The UK Web Archive (UKWA) has been preserving UK websites since around 2013, but the COVID pandemic catalysed a rising crisis for archiving rapidly changing information shared on the web. Emerging from these COVID-19 collecting initiatives, the Archive of Tomorrow is an ambitious collaborative project between the National Library of Scotland, Edinburgh University Library, Cambridge University Library, and Bodleian Libraries, Oxford that intends to curate a collection of c.10,000 health-related sites.

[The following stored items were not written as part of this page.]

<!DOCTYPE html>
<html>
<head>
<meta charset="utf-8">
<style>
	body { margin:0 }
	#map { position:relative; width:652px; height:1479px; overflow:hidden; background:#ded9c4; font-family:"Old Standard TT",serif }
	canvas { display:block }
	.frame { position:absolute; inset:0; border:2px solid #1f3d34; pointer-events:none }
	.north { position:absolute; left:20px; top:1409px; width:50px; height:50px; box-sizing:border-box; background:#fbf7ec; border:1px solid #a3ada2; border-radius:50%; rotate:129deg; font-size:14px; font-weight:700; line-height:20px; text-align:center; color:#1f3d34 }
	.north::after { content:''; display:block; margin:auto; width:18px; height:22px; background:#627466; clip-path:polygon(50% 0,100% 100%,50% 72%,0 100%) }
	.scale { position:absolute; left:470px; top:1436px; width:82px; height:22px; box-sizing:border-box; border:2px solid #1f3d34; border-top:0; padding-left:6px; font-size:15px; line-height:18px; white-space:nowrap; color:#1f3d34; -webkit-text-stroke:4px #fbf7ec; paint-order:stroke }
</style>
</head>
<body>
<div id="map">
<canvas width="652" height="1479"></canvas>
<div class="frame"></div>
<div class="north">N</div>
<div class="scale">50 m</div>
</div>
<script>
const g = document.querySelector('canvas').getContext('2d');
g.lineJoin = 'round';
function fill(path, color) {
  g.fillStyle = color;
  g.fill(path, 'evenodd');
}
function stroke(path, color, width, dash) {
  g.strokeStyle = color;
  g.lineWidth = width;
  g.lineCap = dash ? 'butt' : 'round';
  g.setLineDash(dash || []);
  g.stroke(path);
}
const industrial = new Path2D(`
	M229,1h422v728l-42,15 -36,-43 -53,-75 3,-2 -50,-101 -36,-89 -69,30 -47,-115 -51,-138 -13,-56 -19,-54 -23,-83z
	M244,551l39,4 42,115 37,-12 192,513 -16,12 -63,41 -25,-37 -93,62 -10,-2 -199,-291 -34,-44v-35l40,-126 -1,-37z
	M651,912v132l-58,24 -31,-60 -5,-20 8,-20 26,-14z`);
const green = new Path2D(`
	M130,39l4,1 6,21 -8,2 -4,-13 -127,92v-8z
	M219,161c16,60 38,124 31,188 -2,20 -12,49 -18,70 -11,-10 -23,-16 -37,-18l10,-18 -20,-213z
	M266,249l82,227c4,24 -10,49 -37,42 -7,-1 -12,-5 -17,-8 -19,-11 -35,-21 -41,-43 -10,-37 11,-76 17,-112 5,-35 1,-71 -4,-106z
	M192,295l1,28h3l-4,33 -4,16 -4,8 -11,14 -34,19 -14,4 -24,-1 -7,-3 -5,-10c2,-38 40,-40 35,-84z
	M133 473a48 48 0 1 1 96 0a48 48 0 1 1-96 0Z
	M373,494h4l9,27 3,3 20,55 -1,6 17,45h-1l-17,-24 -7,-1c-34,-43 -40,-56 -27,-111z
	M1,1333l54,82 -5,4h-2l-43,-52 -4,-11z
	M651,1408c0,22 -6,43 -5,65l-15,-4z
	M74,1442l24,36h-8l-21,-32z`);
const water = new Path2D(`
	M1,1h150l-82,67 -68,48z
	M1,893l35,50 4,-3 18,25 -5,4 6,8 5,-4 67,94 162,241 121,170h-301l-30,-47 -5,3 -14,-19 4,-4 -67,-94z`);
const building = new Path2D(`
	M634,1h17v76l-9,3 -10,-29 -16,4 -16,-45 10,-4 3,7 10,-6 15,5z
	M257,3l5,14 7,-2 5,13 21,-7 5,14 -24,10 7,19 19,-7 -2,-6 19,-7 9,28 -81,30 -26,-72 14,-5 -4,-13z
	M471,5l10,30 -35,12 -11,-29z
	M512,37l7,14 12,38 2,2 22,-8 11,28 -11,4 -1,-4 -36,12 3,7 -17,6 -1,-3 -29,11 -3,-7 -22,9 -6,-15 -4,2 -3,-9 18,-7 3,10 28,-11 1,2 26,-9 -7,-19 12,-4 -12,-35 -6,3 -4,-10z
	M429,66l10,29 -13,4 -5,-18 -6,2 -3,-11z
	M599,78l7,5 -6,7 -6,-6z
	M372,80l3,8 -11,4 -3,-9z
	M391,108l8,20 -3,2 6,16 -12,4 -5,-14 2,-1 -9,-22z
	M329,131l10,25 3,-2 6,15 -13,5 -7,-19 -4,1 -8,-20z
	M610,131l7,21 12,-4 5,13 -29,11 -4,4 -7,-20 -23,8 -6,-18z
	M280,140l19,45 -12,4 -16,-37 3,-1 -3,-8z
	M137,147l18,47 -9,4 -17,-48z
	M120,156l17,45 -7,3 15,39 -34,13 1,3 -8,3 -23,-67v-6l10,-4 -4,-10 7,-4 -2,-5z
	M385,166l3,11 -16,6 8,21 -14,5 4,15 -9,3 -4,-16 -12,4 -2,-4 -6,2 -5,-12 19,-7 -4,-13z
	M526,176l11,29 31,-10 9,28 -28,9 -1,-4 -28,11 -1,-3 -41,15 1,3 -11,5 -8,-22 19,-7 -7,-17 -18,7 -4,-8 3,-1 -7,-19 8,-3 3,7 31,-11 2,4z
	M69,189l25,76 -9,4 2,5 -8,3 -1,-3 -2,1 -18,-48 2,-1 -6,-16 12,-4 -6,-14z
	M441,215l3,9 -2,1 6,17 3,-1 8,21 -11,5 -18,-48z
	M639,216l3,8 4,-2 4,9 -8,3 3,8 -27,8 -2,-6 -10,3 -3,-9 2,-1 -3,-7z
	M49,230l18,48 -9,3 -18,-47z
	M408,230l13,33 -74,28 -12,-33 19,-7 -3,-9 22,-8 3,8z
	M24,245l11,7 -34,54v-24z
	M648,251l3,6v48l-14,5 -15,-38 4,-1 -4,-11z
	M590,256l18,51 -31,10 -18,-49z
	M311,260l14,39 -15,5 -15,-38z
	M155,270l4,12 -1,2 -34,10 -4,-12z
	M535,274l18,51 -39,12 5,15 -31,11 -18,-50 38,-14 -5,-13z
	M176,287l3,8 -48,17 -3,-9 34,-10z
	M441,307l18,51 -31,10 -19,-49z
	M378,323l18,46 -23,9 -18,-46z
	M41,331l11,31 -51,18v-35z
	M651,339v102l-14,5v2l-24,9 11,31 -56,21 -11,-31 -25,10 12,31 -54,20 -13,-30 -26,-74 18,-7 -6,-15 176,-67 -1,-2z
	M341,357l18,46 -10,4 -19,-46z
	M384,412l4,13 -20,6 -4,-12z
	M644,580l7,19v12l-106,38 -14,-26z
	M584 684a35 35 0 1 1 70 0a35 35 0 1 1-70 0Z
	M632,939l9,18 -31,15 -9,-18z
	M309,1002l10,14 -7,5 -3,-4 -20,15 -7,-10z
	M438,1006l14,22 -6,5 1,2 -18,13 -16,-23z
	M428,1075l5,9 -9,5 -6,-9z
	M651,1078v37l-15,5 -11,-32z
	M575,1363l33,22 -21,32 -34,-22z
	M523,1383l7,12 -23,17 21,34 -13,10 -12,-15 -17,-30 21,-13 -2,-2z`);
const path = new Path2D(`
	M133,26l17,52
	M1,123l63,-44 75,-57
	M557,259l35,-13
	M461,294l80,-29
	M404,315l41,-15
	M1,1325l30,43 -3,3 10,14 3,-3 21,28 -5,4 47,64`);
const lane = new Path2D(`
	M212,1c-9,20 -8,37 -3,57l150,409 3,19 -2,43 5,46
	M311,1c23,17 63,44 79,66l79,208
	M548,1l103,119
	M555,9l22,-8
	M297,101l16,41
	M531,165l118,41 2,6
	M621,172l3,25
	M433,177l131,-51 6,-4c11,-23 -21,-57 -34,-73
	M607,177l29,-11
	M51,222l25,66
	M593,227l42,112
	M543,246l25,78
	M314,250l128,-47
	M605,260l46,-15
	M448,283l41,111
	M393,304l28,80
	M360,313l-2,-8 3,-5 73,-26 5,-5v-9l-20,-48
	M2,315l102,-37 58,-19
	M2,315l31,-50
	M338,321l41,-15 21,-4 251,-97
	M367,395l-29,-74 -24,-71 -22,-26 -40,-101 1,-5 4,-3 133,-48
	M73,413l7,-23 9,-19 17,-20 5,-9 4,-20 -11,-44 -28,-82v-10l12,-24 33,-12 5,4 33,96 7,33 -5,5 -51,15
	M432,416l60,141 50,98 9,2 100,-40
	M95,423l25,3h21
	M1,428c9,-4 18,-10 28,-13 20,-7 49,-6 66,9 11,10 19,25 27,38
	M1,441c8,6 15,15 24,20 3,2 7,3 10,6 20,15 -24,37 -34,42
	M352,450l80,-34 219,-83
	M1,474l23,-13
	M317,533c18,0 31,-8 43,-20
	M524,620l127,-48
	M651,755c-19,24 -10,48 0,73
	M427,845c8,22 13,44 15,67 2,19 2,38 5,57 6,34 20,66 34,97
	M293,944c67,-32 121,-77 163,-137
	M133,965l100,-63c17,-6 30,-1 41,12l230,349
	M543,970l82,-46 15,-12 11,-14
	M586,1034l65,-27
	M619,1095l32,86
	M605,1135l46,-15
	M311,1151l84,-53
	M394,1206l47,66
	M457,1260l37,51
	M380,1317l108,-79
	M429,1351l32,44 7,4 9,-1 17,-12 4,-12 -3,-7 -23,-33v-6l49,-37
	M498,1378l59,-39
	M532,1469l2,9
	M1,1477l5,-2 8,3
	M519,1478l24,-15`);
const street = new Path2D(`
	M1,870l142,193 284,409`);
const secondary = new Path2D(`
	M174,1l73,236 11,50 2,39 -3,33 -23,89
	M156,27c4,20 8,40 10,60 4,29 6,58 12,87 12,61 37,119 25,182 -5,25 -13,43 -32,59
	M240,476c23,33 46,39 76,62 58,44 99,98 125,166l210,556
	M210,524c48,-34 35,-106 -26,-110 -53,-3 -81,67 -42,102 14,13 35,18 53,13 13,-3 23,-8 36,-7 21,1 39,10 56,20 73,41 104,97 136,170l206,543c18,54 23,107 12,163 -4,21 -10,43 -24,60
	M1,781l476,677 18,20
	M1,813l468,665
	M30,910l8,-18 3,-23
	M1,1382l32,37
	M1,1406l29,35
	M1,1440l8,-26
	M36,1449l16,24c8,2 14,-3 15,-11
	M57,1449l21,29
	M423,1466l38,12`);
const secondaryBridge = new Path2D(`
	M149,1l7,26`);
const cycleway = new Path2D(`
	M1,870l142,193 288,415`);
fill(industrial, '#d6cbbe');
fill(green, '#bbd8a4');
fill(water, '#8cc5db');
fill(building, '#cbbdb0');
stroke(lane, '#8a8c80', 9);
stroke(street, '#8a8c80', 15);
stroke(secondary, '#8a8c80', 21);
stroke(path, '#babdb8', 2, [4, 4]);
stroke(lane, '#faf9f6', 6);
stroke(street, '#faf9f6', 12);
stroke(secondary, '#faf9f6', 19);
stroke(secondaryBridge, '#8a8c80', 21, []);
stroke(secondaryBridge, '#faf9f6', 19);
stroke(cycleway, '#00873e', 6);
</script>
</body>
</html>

This collection broadens the scope of previous Covid-related collecting to include wider public health issues and health information – its accuracy, context, communication, and impact. Unlike other collecting initiatives that have targeted particular types of websites (e.g. open government websites), the project's approach will capture a more representative and diverse collection of public health websites in the UK. Scoping information from dissenting or contentious actors as well as from official and authorised sources will support future research into the interaction between health and the internet, and it is anticipated that the collection will be used as a test bed with which to interrogate the creation, management, and use of archived web resources for research.
The project has encountered a number of challenges: there are technical barriers to be overcome in capturing interactive and dynamic sites, ethical considerations to be made concerning how disputed or outdated information might be responsibly made available to researchers, and philosophical questions to be asked about how ‘health information' is to be defined.
This paper will report on the outcomes of the project (which will be wrapped up in April 2023) and discuss future directions for improving the production and use of large-scale archived web collections.